### Source records
↓↓↓

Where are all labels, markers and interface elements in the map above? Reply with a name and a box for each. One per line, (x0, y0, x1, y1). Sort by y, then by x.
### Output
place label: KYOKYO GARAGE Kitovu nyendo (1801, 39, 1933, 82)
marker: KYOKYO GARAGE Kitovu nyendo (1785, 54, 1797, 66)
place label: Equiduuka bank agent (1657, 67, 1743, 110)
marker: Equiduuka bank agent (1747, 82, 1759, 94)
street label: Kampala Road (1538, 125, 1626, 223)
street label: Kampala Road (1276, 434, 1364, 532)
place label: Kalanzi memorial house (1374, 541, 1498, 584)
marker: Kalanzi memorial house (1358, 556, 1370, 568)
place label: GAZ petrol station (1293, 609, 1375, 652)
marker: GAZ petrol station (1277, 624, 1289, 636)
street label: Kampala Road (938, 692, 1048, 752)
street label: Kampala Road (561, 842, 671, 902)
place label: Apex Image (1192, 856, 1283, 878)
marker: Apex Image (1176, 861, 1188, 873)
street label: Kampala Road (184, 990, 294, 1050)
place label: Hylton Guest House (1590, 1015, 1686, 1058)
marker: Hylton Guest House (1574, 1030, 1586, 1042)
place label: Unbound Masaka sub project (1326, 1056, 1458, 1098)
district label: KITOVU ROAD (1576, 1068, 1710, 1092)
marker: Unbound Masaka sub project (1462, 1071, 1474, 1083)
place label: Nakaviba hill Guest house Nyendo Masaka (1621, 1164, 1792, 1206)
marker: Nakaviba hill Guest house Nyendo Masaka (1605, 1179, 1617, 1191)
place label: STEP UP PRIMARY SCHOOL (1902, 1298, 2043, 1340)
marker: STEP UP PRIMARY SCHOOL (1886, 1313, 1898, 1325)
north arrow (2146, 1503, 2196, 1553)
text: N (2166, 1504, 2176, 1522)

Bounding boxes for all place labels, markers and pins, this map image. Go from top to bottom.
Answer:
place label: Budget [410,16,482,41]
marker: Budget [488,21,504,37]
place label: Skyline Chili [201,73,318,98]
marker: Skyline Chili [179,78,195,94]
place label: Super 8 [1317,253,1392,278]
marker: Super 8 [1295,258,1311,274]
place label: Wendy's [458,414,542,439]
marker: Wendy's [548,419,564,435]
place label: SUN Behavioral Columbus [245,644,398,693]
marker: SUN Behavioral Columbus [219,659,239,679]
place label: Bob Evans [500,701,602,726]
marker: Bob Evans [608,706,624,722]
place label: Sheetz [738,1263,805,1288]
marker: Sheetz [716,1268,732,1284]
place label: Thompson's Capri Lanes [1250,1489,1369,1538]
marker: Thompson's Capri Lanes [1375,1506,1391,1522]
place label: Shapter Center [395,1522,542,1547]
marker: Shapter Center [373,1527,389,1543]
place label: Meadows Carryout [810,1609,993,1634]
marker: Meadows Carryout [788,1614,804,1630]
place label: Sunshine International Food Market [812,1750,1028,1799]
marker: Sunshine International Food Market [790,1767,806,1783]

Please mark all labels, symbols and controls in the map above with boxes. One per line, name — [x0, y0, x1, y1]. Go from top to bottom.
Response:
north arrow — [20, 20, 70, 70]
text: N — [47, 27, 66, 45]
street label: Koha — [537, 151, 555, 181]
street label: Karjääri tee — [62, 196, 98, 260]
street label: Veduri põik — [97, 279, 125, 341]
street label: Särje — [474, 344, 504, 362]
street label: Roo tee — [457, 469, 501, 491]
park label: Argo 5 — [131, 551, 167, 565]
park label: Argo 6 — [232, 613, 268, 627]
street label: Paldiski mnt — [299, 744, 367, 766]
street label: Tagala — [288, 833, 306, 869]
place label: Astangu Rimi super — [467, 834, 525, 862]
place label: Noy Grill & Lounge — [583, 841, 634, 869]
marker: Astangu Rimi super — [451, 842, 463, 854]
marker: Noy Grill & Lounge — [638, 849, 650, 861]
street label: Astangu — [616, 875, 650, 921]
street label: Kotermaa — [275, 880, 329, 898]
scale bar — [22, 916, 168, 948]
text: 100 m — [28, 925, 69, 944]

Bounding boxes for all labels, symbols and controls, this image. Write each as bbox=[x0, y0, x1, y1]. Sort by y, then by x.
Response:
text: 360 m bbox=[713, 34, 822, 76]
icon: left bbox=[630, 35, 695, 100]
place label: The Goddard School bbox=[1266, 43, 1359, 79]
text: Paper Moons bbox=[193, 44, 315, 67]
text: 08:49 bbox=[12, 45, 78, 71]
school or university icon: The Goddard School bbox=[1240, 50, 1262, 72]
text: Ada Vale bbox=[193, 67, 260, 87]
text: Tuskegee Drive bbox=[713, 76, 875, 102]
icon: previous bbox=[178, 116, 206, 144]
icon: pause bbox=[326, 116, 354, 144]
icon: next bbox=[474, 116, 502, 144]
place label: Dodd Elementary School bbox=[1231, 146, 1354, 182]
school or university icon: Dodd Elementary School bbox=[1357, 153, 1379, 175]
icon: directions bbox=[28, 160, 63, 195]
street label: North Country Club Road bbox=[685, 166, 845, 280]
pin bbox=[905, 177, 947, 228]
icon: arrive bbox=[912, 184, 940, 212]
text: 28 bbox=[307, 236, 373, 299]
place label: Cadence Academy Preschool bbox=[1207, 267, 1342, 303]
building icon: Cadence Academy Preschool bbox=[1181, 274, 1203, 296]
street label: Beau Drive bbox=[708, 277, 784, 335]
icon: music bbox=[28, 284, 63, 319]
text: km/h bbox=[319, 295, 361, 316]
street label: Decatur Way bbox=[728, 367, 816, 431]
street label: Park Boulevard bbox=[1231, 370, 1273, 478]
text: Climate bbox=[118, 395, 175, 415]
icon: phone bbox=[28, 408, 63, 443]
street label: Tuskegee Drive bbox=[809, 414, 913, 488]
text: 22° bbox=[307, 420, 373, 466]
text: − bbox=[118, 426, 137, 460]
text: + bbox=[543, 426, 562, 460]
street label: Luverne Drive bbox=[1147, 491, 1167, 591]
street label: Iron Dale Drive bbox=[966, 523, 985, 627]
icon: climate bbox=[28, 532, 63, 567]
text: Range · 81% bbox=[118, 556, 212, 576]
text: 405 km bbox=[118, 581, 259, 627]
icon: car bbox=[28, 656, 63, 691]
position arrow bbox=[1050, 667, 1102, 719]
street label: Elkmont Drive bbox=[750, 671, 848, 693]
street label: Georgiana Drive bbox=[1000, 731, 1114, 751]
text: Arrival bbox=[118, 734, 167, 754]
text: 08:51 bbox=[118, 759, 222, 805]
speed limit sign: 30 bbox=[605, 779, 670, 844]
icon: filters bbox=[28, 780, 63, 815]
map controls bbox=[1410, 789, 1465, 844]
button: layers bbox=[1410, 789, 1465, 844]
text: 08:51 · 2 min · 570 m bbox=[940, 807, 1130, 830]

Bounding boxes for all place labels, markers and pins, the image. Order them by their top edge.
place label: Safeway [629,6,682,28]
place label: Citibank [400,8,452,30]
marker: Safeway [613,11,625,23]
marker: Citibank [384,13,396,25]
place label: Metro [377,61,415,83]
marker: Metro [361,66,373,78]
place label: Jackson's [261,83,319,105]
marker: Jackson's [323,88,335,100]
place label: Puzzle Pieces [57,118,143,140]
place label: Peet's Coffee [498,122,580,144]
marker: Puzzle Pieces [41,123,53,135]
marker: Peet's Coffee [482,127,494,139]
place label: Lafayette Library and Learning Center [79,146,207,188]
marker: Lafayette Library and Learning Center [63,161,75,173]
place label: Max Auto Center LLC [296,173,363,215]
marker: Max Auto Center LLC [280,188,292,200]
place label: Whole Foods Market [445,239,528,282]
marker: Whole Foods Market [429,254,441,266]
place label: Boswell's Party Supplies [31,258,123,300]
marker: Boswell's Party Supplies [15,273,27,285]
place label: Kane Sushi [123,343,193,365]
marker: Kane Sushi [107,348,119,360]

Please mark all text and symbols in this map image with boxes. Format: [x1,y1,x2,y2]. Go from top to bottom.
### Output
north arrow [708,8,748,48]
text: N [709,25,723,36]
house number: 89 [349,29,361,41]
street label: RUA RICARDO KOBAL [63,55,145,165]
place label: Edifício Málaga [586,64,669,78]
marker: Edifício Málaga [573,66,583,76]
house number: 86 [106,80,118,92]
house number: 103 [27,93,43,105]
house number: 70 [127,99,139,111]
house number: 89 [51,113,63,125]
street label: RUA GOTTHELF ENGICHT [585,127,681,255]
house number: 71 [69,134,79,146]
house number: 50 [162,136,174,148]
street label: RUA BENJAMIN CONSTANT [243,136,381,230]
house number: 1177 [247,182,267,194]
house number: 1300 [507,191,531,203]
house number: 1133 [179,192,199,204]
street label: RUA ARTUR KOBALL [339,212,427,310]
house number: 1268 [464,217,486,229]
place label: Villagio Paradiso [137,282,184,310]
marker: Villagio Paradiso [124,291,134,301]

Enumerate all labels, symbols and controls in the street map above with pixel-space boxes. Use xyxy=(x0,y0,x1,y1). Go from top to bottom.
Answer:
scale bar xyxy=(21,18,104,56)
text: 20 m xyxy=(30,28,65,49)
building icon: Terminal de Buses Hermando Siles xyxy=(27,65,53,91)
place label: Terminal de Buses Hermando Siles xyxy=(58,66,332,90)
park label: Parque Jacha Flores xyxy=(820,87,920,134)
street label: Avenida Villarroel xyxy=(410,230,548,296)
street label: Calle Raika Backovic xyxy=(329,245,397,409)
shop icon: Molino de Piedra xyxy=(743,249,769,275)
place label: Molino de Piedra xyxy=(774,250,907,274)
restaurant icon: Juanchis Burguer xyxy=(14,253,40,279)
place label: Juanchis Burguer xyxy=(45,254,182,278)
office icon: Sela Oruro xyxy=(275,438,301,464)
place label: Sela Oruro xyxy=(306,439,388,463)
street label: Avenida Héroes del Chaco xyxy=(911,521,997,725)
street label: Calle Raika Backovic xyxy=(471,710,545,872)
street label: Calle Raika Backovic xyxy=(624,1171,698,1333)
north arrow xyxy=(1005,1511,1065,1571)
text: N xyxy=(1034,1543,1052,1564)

↑↑↑

### WHAT TO PRODUCE
Lines that hold "Sunshine" are the ones to copy, so pick each out from the data.

### PROBLEM SOLUTION
place label: Sunshine International Food Market [812,1750,1028,1799]
marker: Sunshine International Food Market [790,1767,806,1783]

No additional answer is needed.